Lesson 11
Monitoring & observability
Metrics, logs, health checks, and SLO thinking.
Course Navigation
Back to courseLearning Objectives
-
Master Prometheus metrics for system monitoring
-
Implement structured logging with zap
-
Use performance profiling to identify bottlenecks
-
Build health checks for orchestration
-
Design comprehensive observability systems
-
Monitor the four golden signals of system health
Lesson 11.1: Prometheus Metrics
What are Metrics?
Metrics are measurements that help you understand system behavior:
Counter
Only increases
requests_total
errors_total
bytes_written_total
Gauge
Can go up or down
current_connections
memory_usage_bytes
queue_length
Histogram
Distribution of values
latency_seconds with buckets
request_size_bytes
response_time
Summary
Percentiles computed on client side
quantile="0.5" value="0.1"
quantile="0.95" value="0.5"
quantile="0.99" value="1.0"
Four Golden Signals
Every system needs these 4 metrics for comprehensive monitoring:
1. Latency - How long requests take
Metric: request_duration_seconds
Target: p99 < 100ms
2. Traffic - How much work happening
Metric: requests_per_second
Target: 10,000+ ops/sec
3. Errors - How many requests fail
Metric: error_rate_percent
Target: < 1%
4. Saturation - How utilized is system
Metric: cpu_percent, memory_percent
Target: < 70%
Implementing Prometheus Metrics
package metrics
import (
"github.com/prometheus/client_golang/prometheus"

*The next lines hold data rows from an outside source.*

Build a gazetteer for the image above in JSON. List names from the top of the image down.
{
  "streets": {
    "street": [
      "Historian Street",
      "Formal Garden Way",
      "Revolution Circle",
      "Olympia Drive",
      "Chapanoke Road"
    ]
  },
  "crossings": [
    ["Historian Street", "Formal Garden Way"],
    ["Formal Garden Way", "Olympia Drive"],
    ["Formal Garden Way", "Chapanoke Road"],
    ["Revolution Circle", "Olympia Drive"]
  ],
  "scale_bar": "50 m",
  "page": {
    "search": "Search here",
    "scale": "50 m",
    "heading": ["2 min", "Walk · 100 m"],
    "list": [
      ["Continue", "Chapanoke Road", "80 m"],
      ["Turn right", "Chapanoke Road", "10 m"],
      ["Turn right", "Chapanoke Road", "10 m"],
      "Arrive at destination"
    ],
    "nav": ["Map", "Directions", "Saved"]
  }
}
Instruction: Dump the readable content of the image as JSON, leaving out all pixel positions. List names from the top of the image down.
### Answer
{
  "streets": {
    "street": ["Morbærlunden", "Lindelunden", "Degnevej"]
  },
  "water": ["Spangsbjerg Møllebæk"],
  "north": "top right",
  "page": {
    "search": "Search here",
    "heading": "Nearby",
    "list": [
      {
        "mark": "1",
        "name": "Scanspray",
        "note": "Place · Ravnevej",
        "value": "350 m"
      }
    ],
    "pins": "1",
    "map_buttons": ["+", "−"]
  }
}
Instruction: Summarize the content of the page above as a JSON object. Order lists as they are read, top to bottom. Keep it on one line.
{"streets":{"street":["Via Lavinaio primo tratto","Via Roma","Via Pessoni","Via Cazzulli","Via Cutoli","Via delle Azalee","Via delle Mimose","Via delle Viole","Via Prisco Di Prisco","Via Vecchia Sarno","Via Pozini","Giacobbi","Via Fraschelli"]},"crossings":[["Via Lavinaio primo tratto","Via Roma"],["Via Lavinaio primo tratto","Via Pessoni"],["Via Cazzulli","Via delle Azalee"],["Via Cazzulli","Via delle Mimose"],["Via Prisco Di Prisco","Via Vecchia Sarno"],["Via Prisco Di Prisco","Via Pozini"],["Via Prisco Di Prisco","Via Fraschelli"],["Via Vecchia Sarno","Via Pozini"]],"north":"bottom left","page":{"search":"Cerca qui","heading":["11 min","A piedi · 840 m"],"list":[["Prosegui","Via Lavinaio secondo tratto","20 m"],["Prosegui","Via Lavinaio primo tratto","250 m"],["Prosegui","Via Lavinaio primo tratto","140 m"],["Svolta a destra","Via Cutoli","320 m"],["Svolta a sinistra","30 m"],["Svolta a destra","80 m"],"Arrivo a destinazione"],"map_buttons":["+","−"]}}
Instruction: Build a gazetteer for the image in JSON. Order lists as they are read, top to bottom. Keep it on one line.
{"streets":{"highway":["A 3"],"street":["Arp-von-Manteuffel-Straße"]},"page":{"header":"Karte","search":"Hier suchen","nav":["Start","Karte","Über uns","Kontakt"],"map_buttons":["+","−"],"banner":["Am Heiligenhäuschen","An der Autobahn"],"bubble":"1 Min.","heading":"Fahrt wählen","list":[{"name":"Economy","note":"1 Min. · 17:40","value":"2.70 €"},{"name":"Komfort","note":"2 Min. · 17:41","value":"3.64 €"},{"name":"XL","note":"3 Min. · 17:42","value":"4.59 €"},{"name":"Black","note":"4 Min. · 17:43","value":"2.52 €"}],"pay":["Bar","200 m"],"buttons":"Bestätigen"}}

"github.com/prometheus/client_golang/prometheus/promauto"
)
type Metrics struct {
// Counters - always increase
RequestsTotal prometheus.Counter
ErrorsTotal prometheus.Counter
// Gauges - can go up/down
ConnectionCount prometheus.Gauge
MemoryBytes prometheus.Gauge
// Histograms - distribution with buckets
RequestLatency prometheus.Histogram
}
// NewMetrics creates all metrics
func NewMetrics() *Metrics {
return &Metrics{
RequestsTotal: promauto.NewCounter(prometheus.CounterOpts{
Name: "kvdb_requests_total",
Help: "Total number of requests",
}),
ErrorsTotal: promauto.NewCounter(prometheus.CounterOpts{
Name: "kvdb_errors_total",
Help: "Total number of errors",
}),
ConnectionCount: promauto.NewGauge(prometheus.GaugeOpts{
Name: "kvdb_connections",
Help: "Current number of connections",
}),
MemoryBytes: promauto.NewGauge(prometheus.GaugeOpts{
Name: "kvdb_memory_bytes",
Help: "Memory usage in bytes",
}),
RequestLatency: promauto.NewHistogram(prometheus.HistogramOpts{
Name: "kvdb_request_latency_seconds",
Help: "Request latency",
Buckets: []float64{0.001, 0.01, 0.1, 1},
}),
}
}
// RecordRequest records a request
func (m *Metrics) RecordRequest(duration float64, hasError bool) {
m.RequestsTotal.Inc()
m.RequestLatency.Observe(duration)
if hasError {
m.ErrorsTotal.Inc()
}
}
// UpdateConnections updates connection gauge
func (m *Metrics) UpdateConnections(count int64) {
m.ConnectionCount.Set(float64(count))
}
// UpdateMemory updates memory gauge
func (m *Metrics) UpdateMemory(bytes int64) {
m.MemoryBytes.Set(float64(bytes))
}
Using Metrics in Server
import (
"net/http"
"time"
"github.com/prometheus/client_golang/prometheus/promhttp"
)
type Server struct {
metrics *Metrics
}
// HandleRequest records metrics for each request
func (s *Server) HandleRequest(operation string) error {
start := time.Now()
// Do work
err := s.doWork()
// Record metrics
duration := time.Since(start).Seconds()
s.metrics.RecordRequest(duration, err != nil)
return err
}
// ExposeMetrics starts Prometheus endpoint
func (s *Server) ExposeMetrics(addr string) {
http.Handle("/metrics", promhttp.Handler())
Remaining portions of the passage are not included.